> **Problem to solve**
Two lines below mark the span: the one containing "context.font = font" and the one containing "[68,0,167,132,249,253,357,436,501,650,582,787,696,953]". Set down both, plus every line between, exactly as they stand, and nothing else.

> **Available records**
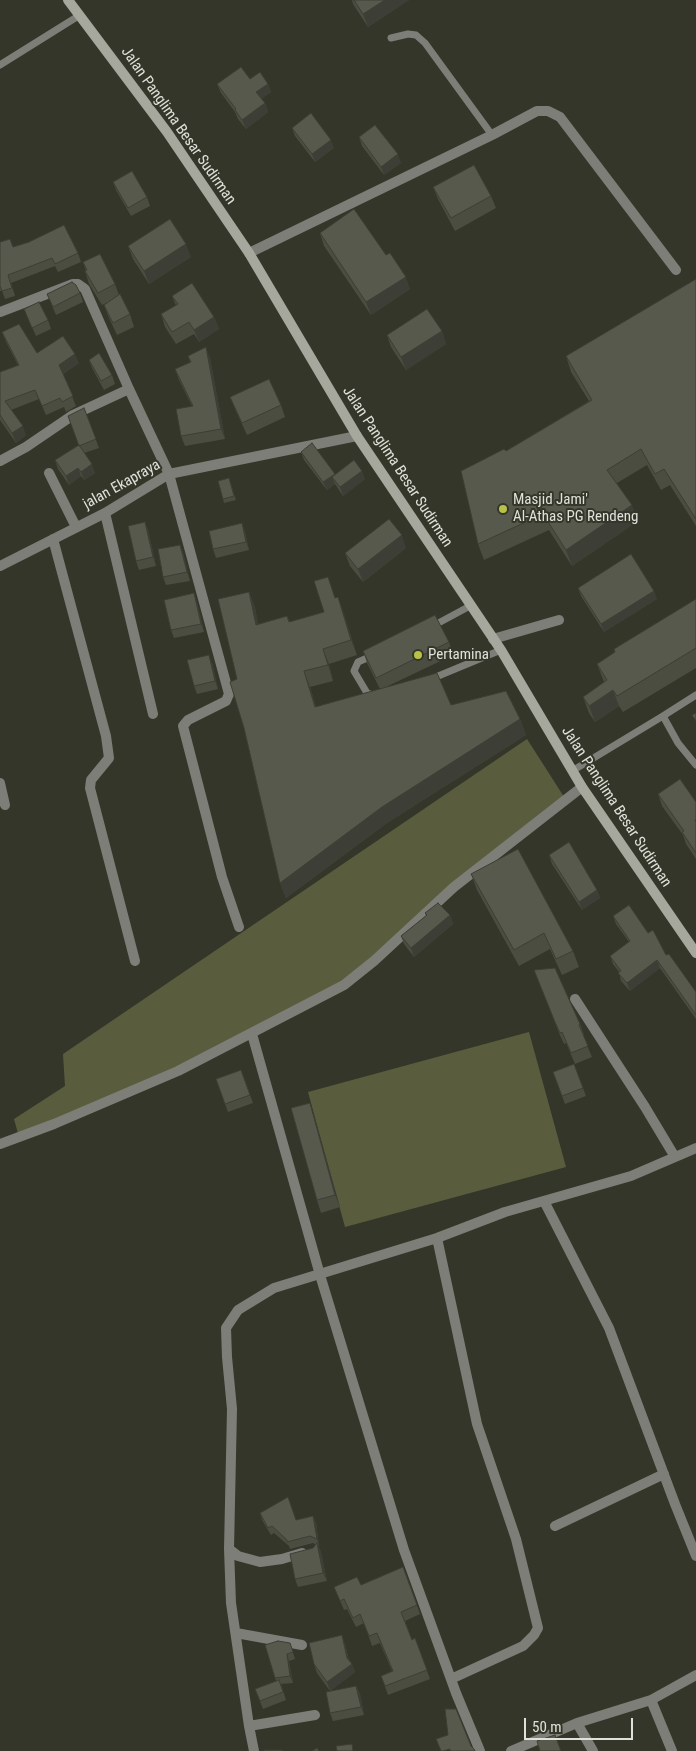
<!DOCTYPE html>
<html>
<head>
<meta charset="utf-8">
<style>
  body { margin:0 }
  #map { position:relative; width:696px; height:1751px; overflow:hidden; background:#35362a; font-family:"Roboto Condensed",sans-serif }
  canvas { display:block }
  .scale { position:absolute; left:524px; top:1718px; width:109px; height:22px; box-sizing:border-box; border:2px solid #e0e1da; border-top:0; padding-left:6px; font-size:15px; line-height:18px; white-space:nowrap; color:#e0e1da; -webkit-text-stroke:4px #35362a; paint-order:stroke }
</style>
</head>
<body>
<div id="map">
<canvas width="696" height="1751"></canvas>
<div class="scale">50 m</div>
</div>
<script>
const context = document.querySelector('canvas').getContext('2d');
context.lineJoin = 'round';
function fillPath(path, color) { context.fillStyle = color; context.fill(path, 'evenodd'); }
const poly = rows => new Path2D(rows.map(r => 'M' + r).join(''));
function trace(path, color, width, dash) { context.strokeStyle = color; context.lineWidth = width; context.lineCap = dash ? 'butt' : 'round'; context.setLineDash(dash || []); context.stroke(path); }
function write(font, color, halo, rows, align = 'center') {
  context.font = font + ' "Roboto Condensed",sans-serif'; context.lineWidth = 4; context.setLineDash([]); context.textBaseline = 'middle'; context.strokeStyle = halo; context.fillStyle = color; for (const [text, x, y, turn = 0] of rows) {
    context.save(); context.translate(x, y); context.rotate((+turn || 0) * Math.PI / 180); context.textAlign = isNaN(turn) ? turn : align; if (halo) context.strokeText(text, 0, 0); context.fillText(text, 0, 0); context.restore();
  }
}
fillPath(poly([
  [527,739,566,800,344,985,252,1034,19,1137,14,1119,65,1086,63,1054],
  [529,1032,566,1167,345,1227,308,1092]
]), '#5a5d3d');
trace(poly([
  [391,38,408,34,416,35,425,43,492,135],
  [0,65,80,15],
  [431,627,470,606],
  [431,679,501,650],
  [373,695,367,693,354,671,358,662,374,655],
  [663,716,696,695],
  [572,771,663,716,678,743,696,765]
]), '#7e7e78', 7);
trace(poly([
  [249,253,492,135,537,111,548,111,560,117,676,270],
  [0,312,73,284,78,284,85,289,129,389,169,474,229,694,226,701,188,720,183,726,222,877,239,927],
  [0,461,26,447,73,415,129,389],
  [49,473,76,527],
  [105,513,153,714],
  [53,539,106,736,109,758,91,780,90,788,135,961],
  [0,566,105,513,169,474,357,436],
  [493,639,559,620],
  [0,783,5,805],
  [575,999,645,1107,675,1157],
  [252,1034,320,1275,404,1550,456,1693,480,1751],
  [0,1144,54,1124,178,1071,344,985,374,961,454,887,582,787],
  [544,1201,609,1328,675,1504,696,1556],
  [437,1238,477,1424,516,1539,538,1628,534,1635,523,1646,451,1679],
  [555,1526,664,1474],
  [229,1549,238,1556,260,1562,282,1559,302,1553],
  [236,1633,302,1645],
  [651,1700,672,1751],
  [577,1723,593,1751],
  [249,1726,315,1715],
  [254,1751,249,1726,231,1603,229,1549,232,1409,227,1357,226,1328,238,1310,274,1288,437,1238,505,1212,631,1176,696,1148],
  [511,1751,577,1723,651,1700,696,1675]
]), '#7e7e78', 10);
trace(poly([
  [68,0,167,132,249,253,357,436,501,650,582,787,696,953]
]), '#a6a89e', 10);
fillPath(poly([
  [352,0,409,0,368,27,353,4],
  [250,79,268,84,271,92,261,99,265,103,268,112,246,129,238,119,235,112,221,93,217,84],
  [292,128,334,148,315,162,295,136],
  [359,137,401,163,384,175,362,146],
  [113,182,147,197,150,206,131,216,116,190],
  [433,187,491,196,496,208,455,231,438,199],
  [320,233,410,289,371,315,324,246],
  [0,242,13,247,78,253,81,262,58,272,55,266,11,283,15,296,5,299,2,291,0,291],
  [128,246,191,257,149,284,133,259],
  [83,262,115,284,119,295,130,314,134,327,117,335,109,318,104,305,108,302,102,305,89,284,85,271,86,271],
  [696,279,696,526,670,485,661,490,647,465,617,483,638,521,572,566,549,530,484,560,478,544,506,451,589,401,571,372,566,356],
  [80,293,83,302,56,315,47,294],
  [172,296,214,317,219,329,199,342,194,334,176,344,165,327,161,314,176,306],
  [24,309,48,320,51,329,36,336],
  [442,331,446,344,406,370,391,347,387,335],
  [2,332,37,353,79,363,63,374,76,406,66,412,64,407,46,415,39,399,11,410,26,435,16,443,0,420,0,372,18,365,6,342],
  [188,356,210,358,225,439,185,446,181,436,192,406,179,380,175,369,190,362],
  [89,360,112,375,115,384,104,390,92,368],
  [230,397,281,405,285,417,247,435,235,409],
  [84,408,99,448,84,453,95,473,84,480,81,476,69,485,58,469,55,460,79,445],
  [301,452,335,475,365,479,343,496,335,484,327,490,304,460],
  [229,478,236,500,224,503,218,481],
  [145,522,148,530,156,566,139,570,136,561],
  [242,523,245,532,249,550,216,558,213,549],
  [180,545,183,553,190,581,166,585,163,577],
  [406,548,363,582,350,566,345,553],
  [578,588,657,599,604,632,581,596],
  [249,592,255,608,258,624,287,616,290,622,324,612,335,598,338,597,357,655,329,664,333,681,310,687,316,707,380,689,367,663,363,651,449,642,453,655,388,686,451,705,520,719,526,735,387,823,286,898,280,883,237,679],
  [696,599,696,668,623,712,619,706,595,722,589,713,583,697,604,682,597,664,615,652,614,649],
  [197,602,204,632,174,638,171,630],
  [212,663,218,689,197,694,194,686],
  [658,794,696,802,696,859,686,844,683,835,662,806],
  [549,855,597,890,600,898,582,910,552,864],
  [471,874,573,951,579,967,562,975,550,949,519,966,477,890],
  [425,913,450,915,453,924,414,957,404,944,401,936,426,916],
  [613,916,648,933,696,992,696,1019,660,968,630,991,621,981,619,972,613,964,610,956,629,942,616,924],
  [534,970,580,1024,584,1035,583,1036,592,1057,575,1064,566,1043,564,1044,559,1033],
  [574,1064,586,1096,565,1104,553,1072],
  [241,1070,253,1103,228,1112,216,1079],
  [314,1116,340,1207,321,1213,317,1200],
  [260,1513,297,1520,313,1516,316,1523,319,1546,318,1545,321,1552,327,1581,298,1587,295,1579,313,1548,316,1545,313,1543,290,1549,289,1546,274,1533,271,1535,262,1520],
  [403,1567,420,1614,405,1621,412,1640,415,1638,430,1679,388,1695,381,1676,392,1671,380,1643,372,1646,364,1623,356,1627,347,1609,344,1610,334,1587,361,1585],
  [290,1643,295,1659,289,1661,293,1683,281,1684,286,1700,263,1709,255,1689,276,1681,265,1645],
  [345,1644,349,1660,352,1664,355,1672,330,1691,317,1673,314,1664],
  [356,1686,360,1694,364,1715,333,1721,330,1713]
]), '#4b4d41');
fillPath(poly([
  [385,0,409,0,368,27,363,14],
  [268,84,271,92,259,101,256,92],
  [265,103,268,112,246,129,242,120],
  [331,140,334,148,315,162,312,154],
  [398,154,401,163,384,175,381,167],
  [186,244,191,257,149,284,144,271],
  [406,277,410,289,371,315,366,302],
  [214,317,219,329,199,342,194,330],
  [442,331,446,344,406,370,401,357],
  [206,347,210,358,225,439,221,429],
  [75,354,79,363,62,374,59,365],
  [23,426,26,435,16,443,12,433],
  [92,464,95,473,84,480,81,472],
  [78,468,81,476,69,485,66,476],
  [362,471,365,479,343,496,340,487],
  [335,474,338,482,332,477,335,484,327,490,323,482],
  [632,505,638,521,572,566,566,550],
  [145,522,148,530,156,566,153,557],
  [242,523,245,532,249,550,246,542],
  [402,535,406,548,363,582,358,569],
  [180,545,183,553,190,581,187,572],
  [654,591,657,599,604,632,601,624],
  [249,592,255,608,262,640,256,625],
  [194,593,197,602,204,632,201,624],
  [338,597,344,613,357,655,351,640],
  [323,649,329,664,333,681],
  [209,655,212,663,218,689,215,681],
  [304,671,310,687,321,723,315,707],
  [613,690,619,706,595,722,589,706],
  [520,719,526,735,387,823,286,898,280,883,382,807],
  [597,890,600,898,582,910,579,902],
  [450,915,453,924,414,957,411,948],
  [657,960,660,968,630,991,627,983],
  [310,1103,314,1116,340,1207,335,1195],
  [313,1516,316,1523,319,1546,317,1539],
  [317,1543,321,1552,327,1581,323,1573],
  [342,1635,345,1644,350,1665,352,1664,355,1672,330,1691,327,1682,347,1658],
  [287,1654,289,1661,293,1683,290,1676],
  [356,1686,360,1694,364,1715,361,1707]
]), '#3d3e35');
const building = poly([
  [354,0,385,0,363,14,354,0],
  [241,67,250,79,260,72,268,84,256,92,265,103,242,120,235,110,236,109,217,84,241,67],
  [311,113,331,140,312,154,292,128,311,113],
  [375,125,398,154,381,167,359,137,375,125],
  [474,165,491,196,451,218,433,187,474,165],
  [132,171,147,197,128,208,113,182,132,171],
  [354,209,386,255,390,253,406,277,366,302,320,233,354,209],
  [170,219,186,244,144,271,128,246,170,219],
  [64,225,78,253,55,264,52,258,8,275,12,288,2,291,0,286,0,242,10,239,13,247,29,242,64,225],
  [100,254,115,284,98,293,85,271,87,270,83,262,100,254],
  [696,279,696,519,664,469,655,474,641,449,607,470,632,505,566,550,543,514,478,544,461,471,504,449,506,451,592,400,566,356,696,279],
  [72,282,76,285,80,293,53,307,47,294,72,282],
  [192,283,214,317,194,330,189,322,172,332,161,314,178,304,172,296,192,283],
  [120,294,130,314,113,323,104,305,120,294],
  [39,302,48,320,32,328,24,309,39,302],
  [427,309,442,331,401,357,387,335,427,309],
  [19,324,37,353,63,336,75,354,59,365,73,396,62,402,60,398,42,406,35,390,5,401,23,426,12,433,0,415,0,372,19,365,2,332,19,324],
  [206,347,221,429,181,436,176,409,193,406,175,369,191,362,188,356,206,347],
  [99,353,112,375,101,381,89,360,99,353],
  [269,379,281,405,242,423,230,397,269,379],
  [84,408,96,439,79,446,68,416,84,408],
  [312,443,335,474,323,482,301,452,312,443],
  [79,445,92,464,81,472,78,468,66,476,55,460,79,445],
  [354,460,362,471,340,487,332,477,354,460],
  [229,478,234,496,223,499,218,481,229,478],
  [389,519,402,535,358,569,345,553,389,519],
  [145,522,153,557,136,561,128,526,145,522],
  [242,523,246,542,213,549,209,531,242,523],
  [180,545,187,572,163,577,158,549,180,545],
  [631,554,654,591,601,624,578,588,631,554],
  [328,577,335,598,338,597,351,640,323,649,328,665,304,671,315,707,437,673,451,705,506,691,520,719,382,807,280,883,244,728,230,682,237,679,218,599,249,592,256,625,287,616,289,622,324,612,314,581,328,577],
  [194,593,201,624,171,630,164,600,194,593],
  [696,599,696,648,617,696,613,690,589,706,583,697,607,680,597,664,615,652,614,649,696,599],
  [435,615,449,642,376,678,363,651,435,615],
  [209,655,215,681,194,686,187,660,209,655],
  [696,713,696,721,692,715,696,713],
  [680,779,696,802,696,820,695,820,696,822,696,853,682,832,684,831,658,794,680,779],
  [569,842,597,890,579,902,549,855,569,842],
  [518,849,573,951,556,959,544,933,514,950,471,874,518,849],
  [438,903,450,915,411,948,401,936,427,915,425,913,438,903],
  [629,905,648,933,653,930,666,955,669,954,696,992,696,1015,657,960,627,983,618,973,621,971,610,956,630,941,613,916,629,905],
  [555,968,580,1024,579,1025,588,1046,571,1053,562,1032,560,1033,555,1022,534,970,555,968],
  [574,1064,583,1088,562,1096,553,1072,574,1064],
  [241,1070,250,1095,225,1104,216,1079,241,1070],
  [310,1103,335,1195,317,1200,291,1108,310,1103],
  [288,1497,296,1520,313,1516,317,1539,310,1536,287,1542,287,1540,272,1526,268,1528,260,1513,288,1497],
  [317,1543,323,1573,295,1579,290,1554,313,1548,317,1543],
  [403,1567,417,1605,401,1612,412,1640,415,1638,427,1670,385,1686,381,1676,393,1671,377,1633,369,1636,360,1614,353,1618,344,1599,340,1601,334,1587,357,1577,361,1585,403,1567],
  [342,1635,347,1658,352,1664,327,1682,314,1664,309,1643,342,1635],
  [278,1641,290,1643,293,1652,287,1654,290,1676,275,1678,265,1645,278,1641],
  [279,1680,283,1692,260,1701,255,1689,279,1680],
  [356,1686,361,1707,330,1713,326,1692,356,1686],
  [445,1709,456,1709,471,1746,474,1749,475,1751,450,1751,450,1749,443,1751,441,1751,436,1739,448,1735,445,1709],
  [555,1735,561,1751,540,1751,537,1741,555,1735],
  [352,1744,353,1751,337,1751,336,1746,352,1744],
  [317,1748,319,1751,312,1751,317,1748],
  [264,1750,282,1750,283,1751,264,1751,264,1750]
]);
fillPath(building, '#57594c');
trace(building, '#3d3e35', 1);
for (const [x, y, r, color] of [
  [503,509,5,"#b9c146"],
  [418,655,5,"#b9c146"]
]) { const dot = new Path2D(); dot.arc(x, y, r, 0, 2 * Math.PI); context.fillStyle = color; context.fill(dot); trace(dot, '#35362a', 2); }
write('15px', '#e0e1da', '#35362a', [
  ["Jalan Panglima Besar Sudirman",178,126,55],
  ["Jalan Panglima Besar Sudirman",397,467,57],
  ["jalan Ekapraya",122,485,-29],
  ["Jalan Panglima Besar Sudirman",616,807,57]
]);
write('15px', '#e0e1da', '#35362a', [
  ["Masjid Jami'",513,500],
  ["Al-Athas PG Rendeng",513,517],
  ["Pertamina",428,655]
], 'left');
</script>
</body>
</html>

> **The answer**
  context.font = font + ' "Roboto Condensed",sans-serif'; context.lineWidth = 4; context.setLineDash([]); context.textBaseline = 'middle'; context.strokeStyle = halo; context.fillStyle = color; for (const [text, x, y, turn = 0] of rows) {
    context.save(); context.translate(x, y); context.rotate((+turn || 0) * Math.PI / 180); context.textAlign = isNaN(turn) ? turn : align; if (halo) context.strokeText(text, 0, 0); context.fillText(text, 0, 0); context.restore();
  }
}
fillPath(poly([
  [527,739,566,800,344,985,252,1034,19,1137,14,1119,65,1086,63,1054],
  [529,1032,566,1167,345,1227,308,1092]
]), '#5a5d3d');
trace(poly([
  [391,38,408,34,416,35,425,43,492,135],
  [0,65,80,15],
  [431,627,470,606],
  [431,679,501,650],
  [373,695,367,693,354,671,358,662,374,655],
  [663,716,696,695],
  [572,771,663,716,678,743,696,765]
]), '#7e7e78', 7);
trace(poly([
  [249,253,492,135,537,111,548,111,560,117,676,270],
  [0,312,73,284,78,284,85,289,129,389,169,474,229,694,226,701,188,720,183,726,222,877,239,927],
  [0,461,26,447,73,415,129,389],
  [49,473,76,527],
  [105,513,153,714],
  [53,539,106,736,109,758,91,780,90,788,135,961],
  [0,566,105,513,169,474,357,436],
  [493,639,559,620],
  [0,783,5,805],
  [575,999,645,1107,675,1157],
  [252,1034,320,1275,404,1550,456,1693,480,1751],
  [0,1144,54,1124,178,1071,344,985,374,961,454,887,582,787],
  [544,1201,609,1328,675,1504,696,1556],
  [437,1238,477,1424,516,1539,538,1628,534,1635,523,1646,451,1679],
  [555,1526,664,1474],
  [229,1549,238,1556,260,1562,282,1559,302,1553],
  [236,1633,302,1645],
  [651,1700,672,1751],
  [577,1723,593,1751],
  [249,1726,315,1715],
  [254,1751,249,1726,231,1603,229,1549,232,1409,227,1357,226,1328,238,1310,274,1288,437,1238,505,1212,631,1176,696,1148],
  [511,1751,577,1723,651,1700,696,1675]
]), '#7e7e78', 10);
trace(poly([
  [68,0,167,132,249,253,357,436,501,650,582,787,696,953]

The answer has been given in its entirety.